Mengajar = membahas materi yang ada di buku literatur per-bab
Seharusnya itu sudah menjadi cara lama dalam sistem belajar mengajar. Sekarang ini teknologi sudah semakin maju, dan kebanyakan anak muda sudah semakin pintar karenanya. Seharusnya tidak ada alasan untuk para guru tetap melestarikan cara mengajar menunduk-menatap-buku-lalu-menjelaskan-kepada-para-murid-lalu-menunduk-lagi-lalu-menjelaskan-lagi dan seterusnya hingga kelas bubar.
Ilustrasi di atas bukan hanya sekadar dongeng. Sejak kita SD hingga saat ini, paradigma tentang “Guru dan Buku” ini masih melekat kuat. Karena hanya beberapa yang bisa keluar dari kebiasaan lama mengajar berdasarkan literatur. Sisanya, sorry to say, membuat murid benar benar mengantuk dan berpikir “Kalau hanya membahas apa yang ada di literatur, lebih baik saya fotokopi literaturnya lalu saya bawa pulang dan baca di rumah saja. Dan waktu yang saya gunakan untuk duduk sambil mengantuk di kelas ini bisa saya gunakan untuk mengerjakan hal lain.” Dan rasanya banyak murid yang berpikir seperti ini.
Guru, apalagi dosen, dengan adanya fenomena yang disebut dengan globalisasi diharapkan menyadari bahwa mengajar dengan cara lama seharusnya sudah menjadi sejarah.
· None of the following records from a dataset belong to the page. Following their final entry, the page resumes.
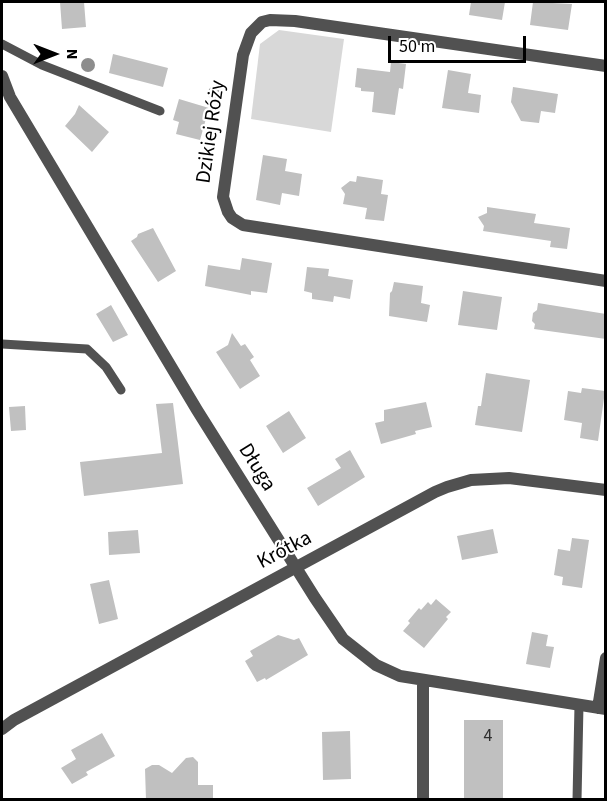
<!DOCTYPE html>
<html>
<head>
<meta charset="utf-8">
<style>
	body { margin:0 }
	#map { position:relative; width:607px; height:801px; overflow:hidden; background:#fff; font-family:"Source Sans 3",sans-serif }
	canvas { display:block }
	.frame { position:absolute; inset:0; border:3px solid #000; pointer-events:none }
	.north { position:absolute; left:24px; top:24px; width:60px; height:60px; -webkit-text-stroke:4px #fff; paint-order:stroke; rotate:90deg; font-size:16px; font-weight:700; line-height:24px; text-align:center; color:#000 }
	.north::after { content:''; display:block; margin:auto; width:21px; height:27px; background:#000; clip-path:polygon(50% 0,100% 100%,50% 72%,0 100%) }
	.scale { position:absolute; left:388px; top:36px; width:138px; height:27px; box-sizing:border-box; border:3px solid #000; border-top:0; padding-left:8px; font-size:18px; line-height:21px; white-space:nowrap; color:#000; -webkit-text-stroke:4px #fff; paint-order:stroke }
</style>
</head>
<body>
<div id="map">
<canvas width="607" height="801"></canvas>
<div class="frame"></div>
<div class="north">N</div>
<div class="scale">50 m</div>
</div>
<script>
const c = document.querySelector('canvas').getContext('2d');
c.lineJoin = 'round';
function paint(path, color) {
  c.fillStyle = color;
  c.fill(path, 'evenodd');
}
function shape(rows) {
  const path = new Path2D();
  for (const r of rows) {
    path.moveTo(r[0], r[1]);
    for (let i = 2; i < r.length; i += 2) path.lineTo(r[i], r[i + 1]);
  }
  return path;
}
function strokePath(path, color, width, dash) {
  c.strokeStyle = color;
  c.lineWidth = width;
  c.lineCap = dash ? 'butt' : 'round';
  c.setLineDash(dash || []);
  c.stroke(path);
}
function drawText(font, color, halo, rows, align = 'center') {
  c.font = font + ' "Source Sans 3",sans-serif';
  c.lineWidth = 4.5;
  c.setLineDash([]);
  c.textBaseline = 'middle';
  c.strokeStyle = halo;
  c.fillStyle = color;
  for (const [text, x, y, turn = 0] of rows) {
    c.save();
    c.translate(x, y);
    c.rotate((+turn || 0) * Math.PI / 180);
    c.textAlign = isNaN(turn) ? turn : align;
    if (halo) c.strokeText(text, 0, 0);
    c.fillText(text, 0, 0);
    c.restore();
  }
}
paint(shape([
	[279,30,344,39,331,132,251,119,260,44]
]), '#d8d8d8');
paint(shape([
	[60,2,84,2,86,27,62,29],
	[471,2,505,2,502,20,469,15],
	[533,2,572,4,568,30,530,25],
	[113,54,168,68,163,87,109,73],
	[391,62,406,64,403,89,399,88,395,115,372,112,374,92,361,91,361,88,355,87,357,68,390,72],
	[448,70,471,74,468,93,481,95,479,113,442,108],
	[513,87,558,94,555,113,541,111,539,123,521,121,511,102],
	[179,99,209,108,200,140,176,134,179,122,173,120],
	[79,105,109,132,92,152,65,126,75,114],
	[263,155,287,159,285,171,302,174,299,196,282,193,280,205,256,200],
	[357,176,383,180,381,194,388,195,384,221,365,219,367,208,343,204,345,194,341,188,350,181,356,182],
	[487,207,536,214,534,223,570,228,567,249,550,247,551,241,483,231,484,226,478,217,487,213],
	[153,228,176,271,158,282,131,241,137,237,138,234],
	[242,258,272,263,267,293,251,291,251,295,205,286,208,265,240,270],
	[307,267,329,269,328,276,353,280,350,299,334,296,333,302,312,299,312,293,304,291],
	[394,282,423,286,421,303,430,305,427,322,389,316,390,293,392,291],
	[463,291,502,297,497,330,458,325],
	[538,303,606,314,606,339,534,329,535,324,532,321,533,313,537,310],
	[111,305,128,335,113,342,96,314],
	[232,333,241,346,245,344,254,357,250,360,260,376,240,389,216,352,228,345],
	[486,373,530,380,522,432,475,425,478,406,481,406],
	[582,388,605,391,598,441,580,438,582,423,564,420,568,391,581,393],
	[426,402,432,427,415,431,416,434,381,444,375,423,384,421,384,410],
	[173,403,183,484,84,496,80,462,162,453,156,404],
	[25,406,26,430,11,431,9,407],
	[289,411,306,438,283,453,266,426],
	[350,450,365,477,318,506,307,488,341,468,335,459],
	[493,529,498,553,462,560,457,536],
	[138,530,140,553,109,555,108,532],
	[572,538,589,540,582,588,562,585,563,577,554,575,558,549,570,551],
	[109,580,118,619,99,624,90,584],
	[436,599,451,612,446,617,448,619,424,648,403,631,410,623,408,621,419,608,421,610,428,602,431,605],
	[532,632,548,635,546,646,554,647,550,668,526,664],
	[278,635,294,640,299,638,308,655,266,680,265,678,257,682,245,661,253,656,250,651],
	[464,720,503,720,503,800,464,800],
	[350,731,351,779,323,780,322,732],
	[102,733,115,756,86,772,88,775,72,784,61,768,76,759,71,750],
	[193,757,198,762,198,785,213,785,213,800,146,800,145,769,152,765,159,765,172,773,186,758]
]), '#c0c0c0');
strokePath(shape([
	[2,44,42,65,160,111],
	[2,344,87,349,106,367,121,390],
	[577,800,579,705]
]), '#515151', 9);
strokePath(shape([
	[606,66,295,21,270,20,262,22,251,33,243,55,223,197,228,212,232,218,243,225,606,281],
	[2,76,10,97,197,410,315,598,343,639,376,665,400,676,606,709],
	[598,708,606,658],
	[2,729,14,720,435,492,447,487,471,480,509,478,606,490],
	[423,800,423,681]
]), '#515151', 12);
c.fillStyle = '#8d8d8d';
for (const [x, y] of [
	[88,65],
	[215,93]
]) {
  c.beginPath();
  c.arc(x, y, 7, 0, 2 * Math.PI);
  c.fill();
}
drawText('18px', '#303030', null, [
	["4",488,737]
]);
drawText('21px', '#000', '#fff', [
	["Dzikiej Róży",212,132,-82],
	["Długa",256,468,58],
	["Krótka",285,551,-28]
]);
</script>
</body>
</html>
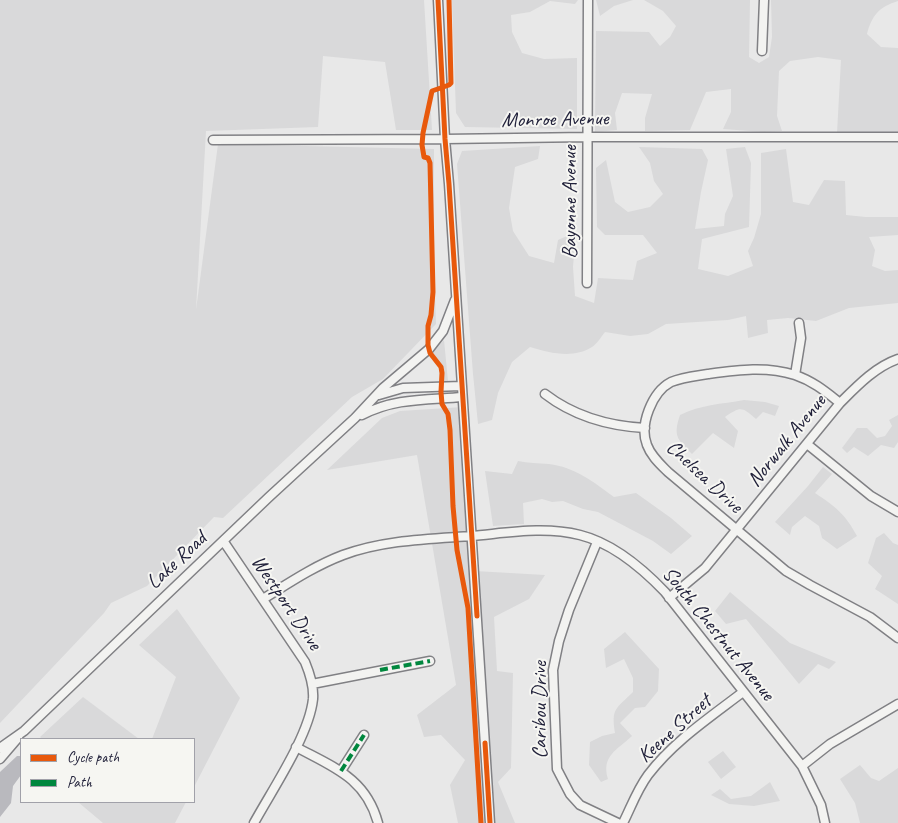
<!DOCTYPE html>
<style>
body{margin:0}
#map{position:relative;width:898px;height:823px;overflow:hidden;background:#e8e8e8;font-family:Caveat,sans-serif}
canvas{display:block}
.legend{position:absolute;left:20px;top:738px;width:175px;height:65px;box-sizing:border-box;background:#f6f6f2;border:1px solid #a1a1a9;margin:0;padding:6px 9px;list-style:none;font-size:15px;color:#22223b}
.legend li{display:flex;align-items:center;gap:10px;height:25px}
.legend b{width:25px;border:1px solid #a1a1a9}
</style>
<div id="map">
<canvas width="898" height="823"></canvas>
<ul class="legend">
<li><b style="height:6px;background:#e8590c"></b>Cycle path</li>
<li><b style="height:6px;background:#00873e"></b>Path</li>
</ul>
</div>
<script>
const c = document.querySelector('canvas').getContext('2d');
c.lineJoin = 'round';
function fillPath(path, color) { c.fillStyle = color; c.fill(path, 'evenodd'); }
function strokePath(path, color, width, dash) { c.strokeStyle = color; c.lineWidth = width; c.lineCap = dash ? 'butt' : 'round'; c.setLineDash(dash || []); c.stroke(path); }
function write(font, color, halo, rows, align = 'center') {
  c.font = font + ' Caveat,sans-serif'; c.lineWidth = 4; c.setLineDash([]); c.textBaseline = 'middle'; c.strokeStyle = halo; c.fillStyle = color; for (const [text, x, y, turn = 0] of rows) {
    c.save(); c.translate(x, y); c.rotate((+turn || 0) * Math.PI / 180); c.textAlign = isNaN(turn) ? turn : align; if (halo) c.strokeText(text, 0, 0); c.fillText(text, 0, 0); c.restore();
  }
}
fillPath(new Path2D(`
 M0 0H424L432 130H396L385 62 323 56 318 127 206 131 196 310 218 144 434 149V265L436 324 383 379 352 397 223 518 214 517 147 586 111 603 104 613 0 723Z
 M452 0H578L575 4 550 1 530 12 511 15 512 32 522 53 544 59 577 58V129L465 127 456 113Z
 M596 0H633L614 6 600 16Z
 M644 0H750L749 57 759 63 769 57 772 37 771 0H898V1C879 7 872 15 867 34L881 47 898 48V133H837L841 60 818 57 790 61 779 71 777 116 782 131 764 132 723 129 731 112V89L706 92 690 130 645 131V118L652 94 622 93 615 113 617 130 595 132 596 31 649 32 660 46 670 37 676 26 663 11Z
 M540 146 538 159 515 167 509 208 513 231 529 256 554 263 558 240 576 232 573 267 575 296 594 303 598 278 633 280 637 261 657 253 643 235H605L597 227 596 168 606 160 615 202 628 212 650 207 663 194 654 181 650 163 639 147 702 149 708 160 701 192 695 229 724 226 725 214 733 196 726 149 745 147 751 163 749 227 702 239 698 269 728 276 753 266 748 251 754 238 761 214V153L786 149 793 202 809 205 824 180 845 181 846 215 866 217H898V235L869 237 875 250 872 266 885 271 898 270V303L849 308 816 321 788 318 767 320 768 333 748 338 746 316 728 320 666 324 648 334 630 336 605 332C601 337 597 344 592 347 573 359 550 353 530 347L512 362 498 393 492 420 478 424 473 374 457 164 462 151Z
 M444 340 448 381 446 382H444L441 364 431 352Z
 M744 400 765 402 779 406 775 416 763 412 756 419C742 407 741 406 725 417L738 431 734 448 713 433 692 454C677 439 673 436 680 415 699 405 722 404 744 400Z
 M463 407 475 571 545 575 529 599 494 617 497 671 513 673 511 768 498 782 515 823H458L450 785 465 760 441 735 424 737 417 715 456 685 417 455 327 470 382 418 400 411Z
 M898 415V442L894 448 881 445 868 456 854 447 847 453 842 448 857 428H867L877 438 885 436 892 426 889 420Z
 M518 461C528 463 538 463 549 464 574 467 594 482 614 497L636 493 671 518 692 536 671 554 653 541 598 512 583 509 563 501 552 502 542 499 523 503 524 524 493 526 485 471 512 474Z
 M823 467 832 474 815 493C835 506 846 515 857 536L837 549 822 538 819 526 805 516 792 527 790 535 775 522 808 486Z
 M884 533 893 543 898 545V604L875 589 882 576 868 563 876 538Z
 M730 592 790 643 836 662 829 669 818 664 799 684 746 619 726 624 715 611Z
 M177 609 240 698 194 787V739H152L176 677 139 645Z
 M625 632 659 669 658 691 645 707 635 708 620 723 632 736C617 750 601 756 608 779L601 782 589 765 590 742 602 736 615 733C611 708 616 709 633 692V678L624 659 606 668 604 649Z
 M83 697 139 739H42L40 737Z
 M723 751 736 767 721 779 708 762Z
 M860 765 871 778 879 781 898 768V823H860L855 803 840 779Z
 M770 782 780 801 754 806 729 804 711 795 720 789 731 799 751 796Z
 M78 802H186L175 823H103Z`), '#d9d9da');
fillPath(new Path2D(`
 M17 756H21V775L13 786 11 803 0 817V772Z`), '#b9b9be');
const minor = new Path2D(`
 M438 0 445 139 449 184 490 823
 M762 51 764 0
 M213 140 445 139 587 137H898
 M587 283 588 0
 M795 375 801 338 799 323
 M545 394C575 417 608 426 645 428
 M379 395 403 388 461 386
 M840 403C826 392 813 381 795 375 766 366 738 370 708 374 696 376 683 377 671 382 652 392 639 425 647 445 651 456 660 464 668 472L786 571 810 585 870 617 898 638
 M362 415C394 398 426 400 462 397
 M807 444 871 496 898 512
 M224 542 305 662C310 674 314 686 313 699 309 736 272 790 254 823
 M597 542 569 610 559 641 553 670 557 769 570 794 580 805 618 823
 M669 598 705 568 840 403C857 386 875 367 898 359
 M263 599C289 583 314 566 343 555 383 540 429 539 471 536 507 533 544 526 580 535 612 543 643 569 665 592L802 766 821 805 825 823
 M312 684 430 661
 M296 747C333 767 366 778 378 823
 M0 748 24 731 269 497 355 418 383 388 429 349 443 331 455 300
 M0 759 18 738
 M802 766 830 744 898 704
 M341 771 364 735
 M623 823C631 807 637 790 648 775 673 742 709 718 743 692`);
strokePath(minor, '#808084', 11);
strokePath(minor, '#f3f3f1', 8);
strokePath(new Path2D(`
 M380 670 430 661
 M341 771 364 735`), '#00873e', 4, [8, 4]);
strokePath(new Path2D(`
 M438 0 445 139 449 184 477 616
 M449 0 451 83 449 85 432 91 423 133 422 145 424 157 428 158 430 163 433 292 431 315 428 326V345L430 353 441 367 442 373 441 392 442 404 448 414 450 430 453 506 457 550 468 608 481 823
 M485 743 490 823`), '#e8590c', 5);
write('21px', '#22223b', '#f6f6f2', [
 ["Monroe Avenue",555,120,-1],
 ["Bayonne Avenue",570,202,-90],
 ["Norwalk Avenue",787,441,-51],
 ["Chelsea Drive",704,477,43],
 ["Lake Road",177,561,-43],
 ["Westport Drive",286,603,56],
 ["South Chestnut Avenue",718,634,51],
 ["Caribou Drive",540,710,-90],
 ["Keene Street",675,729,-42]
]);
</script>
Romansa “menggunakan cara lama terkadang lebih baik” itu hanya berlaku untuk beberapa hal, dan tidak termasuk dalam hal pendidikan. Yang diharapkan para murid di era sekarang ini bukan hanya sekedar materi literatur, mereka (murid) butuh lebih dari itu, yaitu pengetahuan dan dorongan untuk berpikir kritis.
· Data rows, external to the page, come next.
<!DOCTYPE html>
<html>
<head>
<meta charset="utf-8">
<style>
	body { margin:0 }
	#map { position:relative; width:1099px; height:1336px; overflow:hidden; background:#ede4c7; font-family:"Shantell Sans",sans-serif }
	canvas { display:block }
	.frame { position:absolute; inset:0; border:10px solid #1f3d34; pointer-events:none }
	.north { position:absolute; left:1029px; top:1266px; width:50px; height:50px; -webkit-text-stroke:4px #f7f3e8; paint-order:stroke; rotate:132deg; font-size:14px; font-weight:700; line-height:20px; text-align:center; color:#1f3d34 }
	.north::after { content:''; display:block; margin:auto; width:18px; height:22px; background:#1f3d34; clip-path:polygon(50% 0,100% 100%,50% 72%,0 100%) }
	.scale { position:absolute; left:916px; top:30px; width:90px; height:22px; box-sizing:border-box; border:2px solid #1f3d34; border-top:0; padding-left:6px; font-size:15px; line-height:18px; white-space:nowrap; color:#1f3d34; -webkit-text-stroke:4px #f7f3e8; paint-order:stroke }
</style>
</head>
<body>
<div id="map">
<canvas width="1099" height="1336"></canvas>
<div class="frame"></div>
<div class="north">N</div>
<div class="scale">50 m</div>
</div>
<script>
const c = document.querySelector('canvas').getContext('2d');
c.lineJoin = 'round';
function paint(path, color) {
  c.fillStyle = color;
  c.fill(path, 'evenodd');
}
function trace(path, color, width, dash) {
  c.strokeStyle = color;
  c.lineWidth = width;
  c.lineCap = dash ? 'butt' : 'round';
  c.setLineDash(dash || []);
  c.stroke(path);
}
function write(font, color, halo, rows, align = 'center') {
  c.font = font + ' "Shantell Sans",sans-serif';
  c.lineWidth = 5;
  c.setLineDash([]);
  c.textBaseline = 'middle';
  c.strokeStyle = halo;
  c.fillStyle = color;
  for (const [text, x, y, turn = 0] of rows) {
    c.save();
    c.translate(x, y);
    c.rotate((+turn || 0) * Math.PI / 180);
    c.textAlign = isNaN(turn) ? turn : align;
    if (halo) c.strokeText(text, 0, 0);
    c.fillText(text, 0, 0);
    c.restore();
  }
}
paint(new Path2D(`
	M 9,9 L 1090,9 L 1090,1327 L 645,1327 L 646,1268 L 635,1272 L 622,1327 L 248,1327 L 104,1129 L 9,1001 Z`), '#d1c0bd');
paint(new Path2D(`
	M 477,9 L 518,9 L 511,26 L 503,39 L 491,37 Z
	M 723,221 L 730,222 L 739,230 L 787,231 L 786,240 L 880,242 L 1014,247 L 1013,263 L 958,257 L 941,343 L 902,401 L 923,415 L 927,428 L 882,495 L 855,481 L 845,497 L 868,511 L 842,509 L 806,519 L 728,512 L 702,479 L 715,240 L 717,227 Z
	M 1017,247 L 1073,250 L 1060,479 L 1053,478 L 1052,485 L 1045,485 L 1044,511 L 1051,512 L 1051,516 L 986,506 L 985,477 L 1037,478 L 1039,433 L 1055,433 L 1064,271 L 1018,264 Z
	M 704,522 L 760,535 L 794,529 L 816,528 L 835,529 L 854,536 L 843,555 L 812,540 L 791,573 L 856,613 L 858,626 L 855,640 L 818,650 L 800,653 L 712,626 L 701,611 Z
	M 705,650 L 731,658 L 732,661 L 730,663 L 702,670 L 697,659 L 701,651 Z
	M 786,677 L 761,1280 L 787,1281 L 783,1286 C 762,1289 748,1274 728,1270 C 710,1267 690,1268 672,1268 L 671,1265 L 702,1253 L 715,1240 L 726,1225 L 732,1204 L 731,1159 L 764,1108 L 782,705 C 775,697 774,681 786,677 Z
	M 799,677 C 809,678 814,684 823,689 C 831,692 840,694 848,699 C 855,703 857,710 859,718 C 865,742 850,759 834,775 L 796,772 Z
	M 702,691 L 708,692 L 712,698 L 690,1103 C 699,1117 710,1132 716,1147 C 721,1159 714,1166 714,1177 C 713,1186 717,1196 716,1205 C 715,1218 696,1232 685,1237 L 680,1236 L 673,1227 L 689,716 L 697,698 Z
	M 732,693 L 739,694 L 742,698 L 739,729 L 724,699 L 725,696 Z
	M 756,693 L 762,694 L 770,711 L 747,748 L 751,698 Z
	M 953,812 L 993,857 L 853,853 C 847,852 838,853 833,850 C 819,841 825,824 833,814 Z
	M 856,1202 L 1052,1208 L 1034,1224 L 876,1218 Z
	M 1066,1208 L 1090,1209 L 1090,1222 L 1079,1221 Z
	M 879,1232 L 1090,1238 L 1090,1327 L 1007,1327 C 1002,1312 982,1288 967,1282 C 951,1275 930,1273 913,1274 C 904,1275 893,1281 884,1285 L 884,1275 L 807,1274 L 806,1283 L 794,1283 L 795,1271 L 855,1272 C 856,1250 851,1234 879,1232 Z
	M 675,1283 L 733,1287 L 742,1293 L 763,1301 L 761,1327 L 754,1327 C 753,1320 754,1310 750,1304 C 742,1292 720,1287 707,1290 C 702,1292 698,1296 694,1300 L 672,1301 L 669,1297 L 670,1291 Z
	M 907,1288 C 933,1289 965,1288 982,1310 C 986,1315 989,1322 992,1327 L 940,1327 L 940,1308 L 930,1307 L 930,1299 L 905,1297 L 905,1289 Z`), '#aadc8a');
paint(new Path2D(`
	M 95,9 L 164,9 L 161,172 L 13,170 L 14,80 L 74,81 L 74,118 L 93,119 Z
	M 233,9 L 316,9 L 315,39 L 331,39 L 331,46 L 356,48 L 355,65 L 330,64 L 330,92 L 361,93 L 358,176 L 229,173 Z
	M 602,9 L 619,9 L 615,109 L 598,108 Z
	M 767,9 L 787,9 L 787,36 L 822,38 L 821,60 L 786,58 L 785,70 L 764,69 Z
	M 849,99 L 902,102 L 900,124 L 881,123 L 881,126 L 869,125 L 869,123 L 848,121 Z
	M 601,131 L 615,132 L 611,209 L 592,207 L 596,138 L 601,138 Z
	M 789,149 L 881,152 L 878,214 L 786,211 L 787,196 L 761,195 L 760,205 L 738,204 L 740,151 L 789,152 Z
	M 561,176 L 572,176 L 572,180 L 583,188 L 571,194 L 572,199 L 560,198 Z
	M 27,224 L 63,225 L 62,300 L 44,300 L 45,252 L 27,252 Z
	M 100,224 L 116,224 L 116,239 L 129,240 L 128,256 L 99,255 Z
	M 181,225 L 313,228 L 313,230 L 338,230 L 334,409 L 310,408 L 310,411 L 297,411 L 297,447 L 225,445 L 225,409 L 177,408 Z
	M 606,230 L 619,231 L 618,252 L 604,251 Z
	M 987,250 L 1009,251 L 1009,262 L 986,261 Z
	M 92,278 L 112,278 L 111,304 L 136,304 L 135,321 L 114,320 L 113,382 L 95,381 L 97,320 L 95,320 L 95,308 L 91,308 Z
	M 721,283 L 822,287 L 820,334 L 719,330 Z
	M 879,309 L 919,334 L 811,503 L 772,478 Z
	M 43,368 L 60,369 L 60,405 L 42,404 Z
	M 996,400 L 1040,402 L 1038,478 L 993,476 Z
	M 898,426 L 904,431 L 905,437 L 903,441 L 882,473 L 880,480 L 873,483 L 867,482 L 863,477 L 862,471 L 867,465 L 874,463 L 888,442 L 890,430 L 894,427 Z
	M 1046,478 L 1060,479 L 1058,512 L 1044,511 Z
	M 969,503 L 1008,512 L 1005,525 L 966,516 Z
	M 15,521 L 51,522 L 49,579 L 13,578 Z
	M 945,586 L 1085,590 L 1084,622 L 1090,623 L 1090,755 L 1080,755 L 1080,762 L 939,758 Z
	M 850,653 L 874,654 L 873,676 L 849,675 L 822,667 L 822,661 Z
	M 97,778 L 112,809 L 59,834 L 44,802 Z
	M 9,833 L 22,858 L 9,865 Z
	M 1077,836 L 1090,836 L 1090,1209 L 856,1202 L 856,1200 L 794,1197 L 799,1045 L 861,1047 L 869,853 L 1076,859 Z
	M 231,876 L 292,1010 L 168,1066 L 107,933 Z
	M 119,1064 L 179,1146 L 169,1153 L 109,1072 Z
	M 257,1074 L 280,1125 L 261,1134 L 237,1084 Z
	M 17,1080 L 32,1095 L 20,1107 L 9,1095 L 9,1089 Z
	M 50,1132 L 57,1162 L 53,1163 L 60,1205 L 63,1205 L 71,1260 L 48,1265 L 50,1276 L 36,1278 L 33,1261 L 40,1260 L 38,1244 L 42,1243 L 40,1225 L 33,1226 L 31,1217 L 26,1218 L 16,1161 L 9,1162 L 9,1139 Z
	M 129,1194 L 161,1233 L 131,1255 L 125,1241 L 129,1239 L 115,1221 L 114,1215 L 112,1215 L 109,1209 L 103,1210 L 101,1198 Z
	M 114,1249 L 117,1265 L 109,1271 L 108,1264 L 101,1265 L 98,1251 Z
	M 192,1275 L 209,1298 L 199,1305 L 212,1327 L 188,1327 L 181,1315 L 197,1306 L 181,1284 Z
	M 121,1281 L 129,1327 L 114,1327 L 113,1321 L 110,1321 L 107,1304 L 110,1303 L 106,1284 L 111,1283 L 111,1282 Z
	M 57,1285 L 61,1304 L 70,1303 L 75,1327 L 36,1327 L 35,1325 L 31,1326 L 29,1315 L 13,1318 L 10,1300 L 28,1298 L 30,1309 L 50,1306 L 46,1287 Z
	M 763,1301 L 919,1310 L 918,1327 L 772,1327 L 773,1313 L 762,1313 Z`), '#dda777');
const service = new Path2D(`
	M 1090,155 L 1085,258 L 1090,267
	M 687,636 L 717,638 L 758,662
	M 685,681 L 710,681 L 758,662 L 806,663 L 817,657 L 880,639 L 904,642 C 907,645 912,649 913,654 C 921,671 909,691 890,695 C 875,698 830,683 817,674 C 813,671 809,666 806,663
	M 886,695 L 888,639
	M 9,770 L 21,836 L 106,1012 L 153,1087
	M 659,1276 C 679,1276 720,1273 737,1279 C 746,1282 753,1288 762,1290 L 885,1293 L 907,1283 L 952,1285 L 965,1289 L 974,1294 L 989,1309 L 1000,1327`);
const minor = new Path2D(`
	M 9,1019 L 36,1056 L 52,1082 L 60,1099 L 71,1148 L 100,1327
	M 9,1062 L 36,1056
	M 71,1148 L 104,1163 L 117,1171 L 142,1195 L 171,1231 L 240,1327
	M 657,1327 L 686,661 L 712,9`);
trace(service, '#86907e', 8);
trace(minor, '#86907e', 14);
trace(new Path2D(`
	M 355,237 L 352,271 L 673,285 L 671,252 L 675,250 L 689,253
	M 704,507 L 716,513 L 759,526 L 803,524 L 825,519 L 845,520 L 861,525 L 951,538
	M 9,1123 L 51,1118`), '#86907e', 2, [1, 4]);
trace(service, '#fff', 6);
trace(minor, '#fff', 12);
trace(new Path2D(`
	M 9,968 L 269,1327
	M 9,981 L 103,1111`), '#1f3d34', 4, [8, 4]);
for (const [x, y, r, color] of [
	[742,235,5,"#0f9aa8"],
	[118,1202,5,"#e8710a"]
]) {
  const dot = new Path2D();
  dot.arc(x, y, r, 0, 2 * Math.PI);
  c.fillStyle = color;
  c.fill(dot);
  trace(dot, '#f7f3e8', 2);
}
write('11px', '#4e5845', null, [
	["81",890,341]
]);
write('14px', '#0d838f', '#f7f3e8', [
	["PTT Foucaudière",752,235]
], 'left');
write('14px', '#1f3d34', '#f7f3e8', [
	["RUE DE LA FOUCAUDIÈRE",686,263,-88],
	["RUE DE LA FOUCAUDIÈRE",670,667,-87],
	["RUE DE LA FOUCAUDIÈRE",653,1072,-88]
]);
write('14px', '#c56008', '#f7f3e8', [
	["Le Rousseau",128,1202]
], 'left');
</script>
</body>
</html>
Katakanlah, ketika sedang berlangsung pembelajaran, murid duduk di barisan tengah agak ke belakang, dan duduk terkantuk kantuk atau bahkan mengobrol dengan teman di bangku sebelah. Dan kali ini mari kembali bertaruh, ada jutaan siswa di Indonesia yang seperti itu.

bagaimana kalau sedikit dirubah? Siswa duduk di barisan depan, dan mata saya mengikuti gerakan guru yang mengajar sambil berjalan mendekati deretan bangku siswa. Guru tersebut tidak membawa buku literatur. Beliau hanya berdiri santai menjabarkan materi yang berkaitan dengan pelajaran, sambil mengaplikasikan beberapa materi terhadap peristiwa sekitar yang bisa dikaitkan dengan pelajaran.

Guru yang punya banyak wawasan dan luwes ketika mengajar pasti lebih aktraktif dan menarik bagi siswanya. Dengan begitu, kelas menjadi hidup, siswa tertarik untuk menyimak dan bertanya, dan yang terpenting, selain mengerti tentang materi pembelajaran, mereka mendapat banyak pengetahuan.

Adapula guru lainnya, tidak terlalu banyak bercerita ini dan itu, tapi beliau lebih banyak menuntut siswa berpikir kritis. Beberapa kalimat yang mungkin dapat diartikan secara rancu, dibahas secara detil. Terkadang setiap siswa ditanya pendapatnya. Dan beliau hanya memberi pancingan atas materi yang beliau sampaikan, sisanya beliau akan menuntut siswa untuk berpikir, kemana arah materi ini dan bagaimana pengertian hingga pengaplikasian ilmunya. Dengan begitu mereka berpikir, mereka menjawab, bertanya, dan mengerti. 
Jika semua guru dan dosen menggunakan cara mengajar seperti yang dilakukan guru di atas, saya yakin, minat belajar para pelajar di Indonesia akan bertambah, dan SKS (Sistem Kebut Semalam) dalam belajar menghadapi ujian tidak akan lagi menjadi primadona di kalangan pelajar. Seharusnya kami mengerti, bukan hanya mendengar dan menghafal.
Semoga, semua pihak yang berkepentingan dalam kegiatan belajar mengajar, dapat sama-sama belajar, memajukan pendidikan.